I have the Lee 357-158-RF, I've been casting with it two years and would conservatively estimate it has dropped 5000 bullets. I have 2 other Lees that have cast similar amounts of bullets. I do like my Lyman molds, but my Lees see far more use. The mold mentioned is a good one for lower velocity plinking.

I smoke the cavities using wood matches, I find they produce a better smoking than paper matches, The instruction say to touch the sprue plate screw with a peice of bulle lube, but have only found this to cause trouble. Get a can of mold release (the midway product is Frankford Arsenal mold release) and spray the top of the blocks and the bottom of the sprue plate. Works fine.

I use the Lee bottom pour furnace, have for over 20 years. A good bargain for the money.

While many claim good success with the tumble lube method, I have had zero good luck. Yeah it don't lead, but it shoots lousy for me. Get a sizer and the largest sizing die for the caliber. I use a .360 die for my 357.
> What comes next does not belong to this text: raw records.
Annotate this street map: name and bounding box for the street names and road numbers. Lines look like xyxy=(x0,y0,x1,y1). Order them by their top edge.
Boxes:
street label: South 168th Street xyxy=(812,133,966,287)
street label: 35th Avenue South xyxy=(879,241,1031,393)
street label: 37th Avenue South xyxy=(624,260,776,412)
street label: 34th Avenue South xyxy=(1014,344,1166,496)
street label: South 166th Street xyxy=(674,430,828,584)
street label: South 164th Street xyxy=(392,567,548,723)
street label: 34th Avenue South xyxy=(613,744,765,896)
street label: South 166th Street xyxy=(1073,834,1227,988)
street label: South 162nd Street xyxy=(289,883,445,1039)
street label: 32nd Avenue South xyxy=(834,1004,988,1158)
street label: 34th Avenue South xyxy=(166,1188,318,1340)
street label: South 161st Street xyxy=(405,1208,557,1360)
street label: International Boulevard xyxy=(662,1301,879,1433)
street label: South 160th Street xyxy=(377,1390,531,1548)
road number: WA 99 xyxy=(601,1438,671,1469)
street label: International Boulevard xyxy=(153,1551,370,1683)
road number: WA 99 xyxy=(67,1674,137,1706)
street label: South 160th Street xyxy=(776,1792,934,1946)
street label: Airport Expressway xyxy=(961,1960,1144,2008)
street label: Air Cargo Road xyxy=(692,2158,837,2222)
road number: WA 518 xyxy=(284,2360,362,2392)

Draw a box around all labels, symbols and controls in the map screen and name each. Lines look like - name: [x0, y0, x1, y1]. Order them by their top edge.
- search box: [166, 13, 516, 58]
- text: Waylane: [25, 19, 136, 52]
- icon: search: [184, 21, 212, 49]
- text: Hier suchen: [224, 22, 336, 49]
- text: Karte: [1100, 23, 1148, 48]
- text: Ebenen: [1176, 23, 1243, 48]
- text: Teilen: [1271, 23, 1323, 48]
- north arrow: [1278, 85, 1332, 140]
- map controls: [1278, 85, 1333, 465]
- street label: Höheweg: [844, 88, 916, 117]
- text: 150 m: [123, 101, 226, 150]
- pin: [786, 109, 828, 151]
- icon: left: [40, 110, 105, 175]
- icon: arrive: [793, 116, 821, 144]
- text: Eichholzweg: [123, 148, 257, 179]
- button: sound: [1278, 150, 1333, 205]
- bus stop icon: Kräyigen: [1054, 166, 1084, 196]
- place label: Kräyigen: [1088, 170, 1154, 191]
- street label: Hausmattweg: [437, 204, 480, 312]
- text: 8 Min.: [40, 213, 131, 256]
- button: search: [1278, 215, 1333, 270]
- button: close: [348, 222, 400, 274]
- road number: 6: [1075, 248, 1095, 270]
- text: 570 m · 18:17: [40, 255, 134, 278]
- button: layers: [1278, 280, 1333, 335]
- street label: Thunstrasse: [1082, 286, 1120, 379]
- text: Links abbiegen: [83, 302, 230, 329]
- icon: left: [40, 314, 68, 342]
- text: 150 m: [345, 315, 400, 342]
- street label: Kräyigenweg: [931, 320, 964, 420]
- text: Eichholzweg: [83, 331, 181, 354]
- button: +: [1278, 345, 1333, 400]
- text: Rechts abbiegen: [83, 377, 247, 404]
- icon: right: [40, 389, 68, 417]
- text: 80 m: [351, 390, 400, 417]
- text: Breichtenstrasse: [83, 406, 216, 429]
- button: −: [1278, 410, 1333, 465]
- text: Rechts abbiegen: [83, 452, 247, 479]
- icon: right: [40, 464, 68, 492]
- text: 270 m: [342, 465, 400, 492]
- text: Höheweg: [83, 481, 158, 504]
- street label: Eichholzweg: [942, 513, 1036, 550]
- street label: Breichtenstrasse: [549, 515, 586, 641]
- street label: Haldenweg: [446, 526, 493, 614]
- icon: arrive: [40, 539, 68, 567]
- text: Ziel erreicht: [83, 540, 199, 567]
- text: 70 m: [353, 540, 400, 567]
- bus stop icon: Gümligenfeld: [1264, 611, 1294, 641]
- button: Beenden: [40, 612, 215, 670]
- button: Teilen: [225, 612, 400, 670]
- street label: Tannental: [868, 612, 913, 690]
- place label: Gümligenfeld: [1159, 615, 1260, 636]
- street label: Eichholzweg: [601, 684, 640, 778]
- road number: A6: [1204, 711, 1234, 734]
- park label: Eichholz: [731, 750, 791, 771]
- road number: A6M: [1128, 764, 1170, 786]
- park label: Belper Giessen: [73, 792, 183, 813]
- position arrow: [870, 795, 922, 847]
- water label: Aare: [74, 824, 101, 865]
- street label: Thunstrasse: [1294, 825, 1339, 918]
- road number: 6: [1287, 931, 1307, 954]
I cannot say this emphatically enough.....size your bore and with revolvers the cylinder throats. You can do this with lead sinkers of just over the nominal bore size. Put a little Slick 50 on it and drive it through, then measure. SIZE YOUR BULLETS ACCORDINGLY. If you are pushing 357 sized bulelts through a 359 bore I guarantee you poor accuracy will result with the best bullets you cast.

......I'm willing to bet that the problems most beginning casters face are more related to bullet size than to bullet quality......

If with a revoler, your throats are smaller than your bore, the throats must be reamed out before you will have the accuracy the gun is capable of. If on the other hand the throats are larger than the bore, size to the throat, otherwise you will get gas cutting and resultant crappy accuracy.

Do not go into this thinking you are going to save money, it won't happen. There is an investment in equipment, and your learning curve. In the end, you will shoot more for the same dollar, but you won't save a dime. Visit www.castboolits.gunloads.com everyday. There are people there who have been doing this successfully for many, many years; some could write highly authoritive manuals on the subject of cast bullets.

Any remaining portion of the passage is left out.